TCT 2017: TAVR ‘economically dominant’ over SAVR for aortic stenosis patients at intermediate risk

DENVER — Transcatheter aortic valve replacement (TAVR) is an “economically dominant” strategy compared to surgical aortic valve replacement (SAVR) for patients with aortic stenosis at intermediate surgical risk, according to data presented by David J. Cohen, MD, MSc, Oct. 31 at the Transcatheter Cardiovascular Therapeutics (TCT) scientific symposium.

Although the TAVR procedures themselves were more expensive due to higher valve cost, those costs were offset—and eventually overcome—by savings from shorter initial hospital stays and fewer readmissions and nursing home days within the first six months following the procedure.

Cohen presented data from the PARTNER 2A randomized trial as well as the SAPIEN 3 registry containing TAVR patients at intermediate risk. He and colleagues linked patients with Medicare claims data to calculate costs associated with index hospitalizations as well as follow-up hospitalizations, physician services, outpatient testing and custodial care.

TAVR showed projected lifetime cost savings of $7,949 per patient in PARTNER 2A and $9,692 in SAPIEN 3. In addition, it was associated with greater quality adjusted life expectancy in both analyses—0.15 years for PARTNER and 0.27 years for SAPIEN 3.
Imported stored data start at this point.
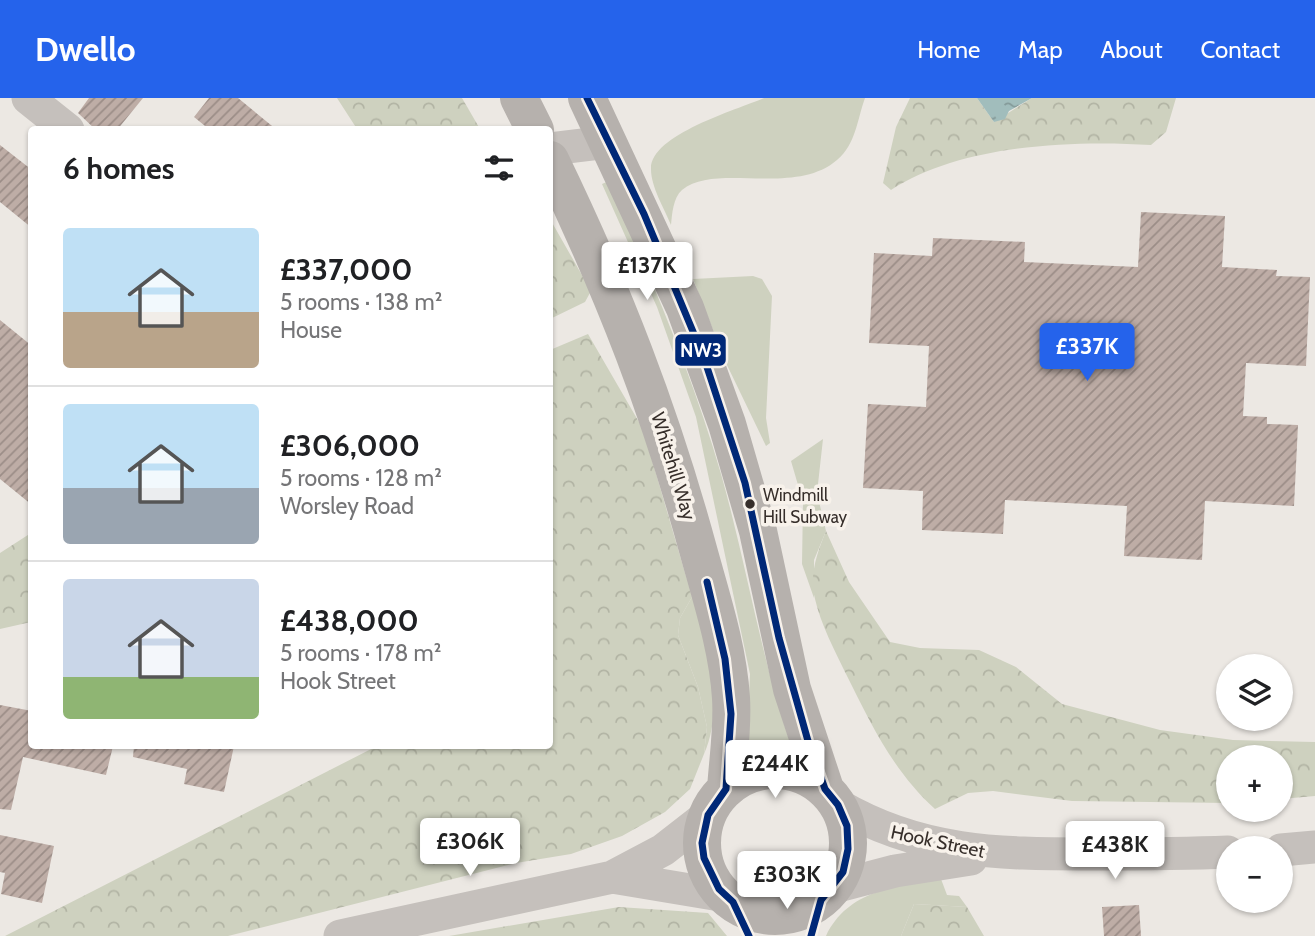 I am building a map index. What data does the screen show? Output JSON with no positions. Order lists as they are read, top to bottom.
{
  "streets": {
    "main road": ["Whitehill Way"],
    "street": ["Hook Street"]
  },
  "crossings": [
    ["Whitehill Way", "Hook Street"]
  ],
  "places": ["Windmill Hill Subway"],
  "lines": ["transit line NW3"],
  "page": {
    "header": "Dwello",
    "nav": [
      "Home",
      "Map",
      "About",
      "Contact"
    ],
    "heading": "6 homes",
    "list": [
      {
        "name": "£337,000",
        "note": "5 rooms · 138 m² · House"
      },
      {
        "name": "£306,000",
        "note": "5 rooms · 128 m² · Worsley Road"
      },
      {
        "name": "£438,000",
        "note": "5 rooms · 178 m² · Hook Street"
      }
    ],
    "price": [
      "£137K",
      "£337K",
      "£244K",
      "£306K",
      "£438K",
      "£303K"
    ],
    "map_buttons": ["+", "−"]
  }
}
“For patients with severe aortic stenosis and intermediate surgical risk, similar to those enrolled in the PARTNER 2 trial, TAVR using either the SAPIEN XT or the SAPIEN 3 valve is an economically dominant strategy compared to surgical AVR, providing both greater quality adjusted life expectancy and lower long-term costs than surgery with a high degree of confidence,” said Cohen, who received research grant support from Edwards Lifesciences, the maker of the SAPIEN valves. “Taken together with the clinical data we know, these findings suggest TAVR should be the preferred strategy for such patients based on both clinical and economic considerations.”
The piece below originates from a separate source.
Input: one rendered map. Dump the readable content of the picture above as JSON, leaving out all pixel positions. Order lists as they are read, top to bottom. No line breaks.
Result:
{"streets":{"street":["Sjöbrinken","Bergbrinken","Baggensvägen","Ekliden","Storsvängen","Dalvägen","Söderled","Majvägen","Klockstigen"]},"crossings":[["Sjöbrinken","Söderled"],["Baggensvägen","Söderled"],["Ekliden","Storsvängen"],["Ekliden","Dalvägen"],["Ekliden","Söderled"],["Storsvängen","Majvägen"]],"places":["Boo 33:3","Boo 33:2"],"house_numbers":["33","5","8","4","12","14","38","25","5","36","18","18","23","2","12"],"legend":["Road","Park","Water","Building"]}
The PARTNER trial contained 944 patients randomized to either TAVR or SAVR. Procedural costs were $22,083 higher with TAVR than SAVR but hospital stays were 4.5 days shorter, making the index hospital costs a marginal $2,900 higher for TAVR patients. Hospital stays were even shorter for SAPIEN 3 patients when compared to the PARTNER SAVR cohort (4.6 versus 10.9 days), resulting in lower total costs for index hospitalizations with TAVR.

Both TAVR groups experienced fewer follow-up complications and related costs versus SAVR, particularly in the first six months, Cohen said.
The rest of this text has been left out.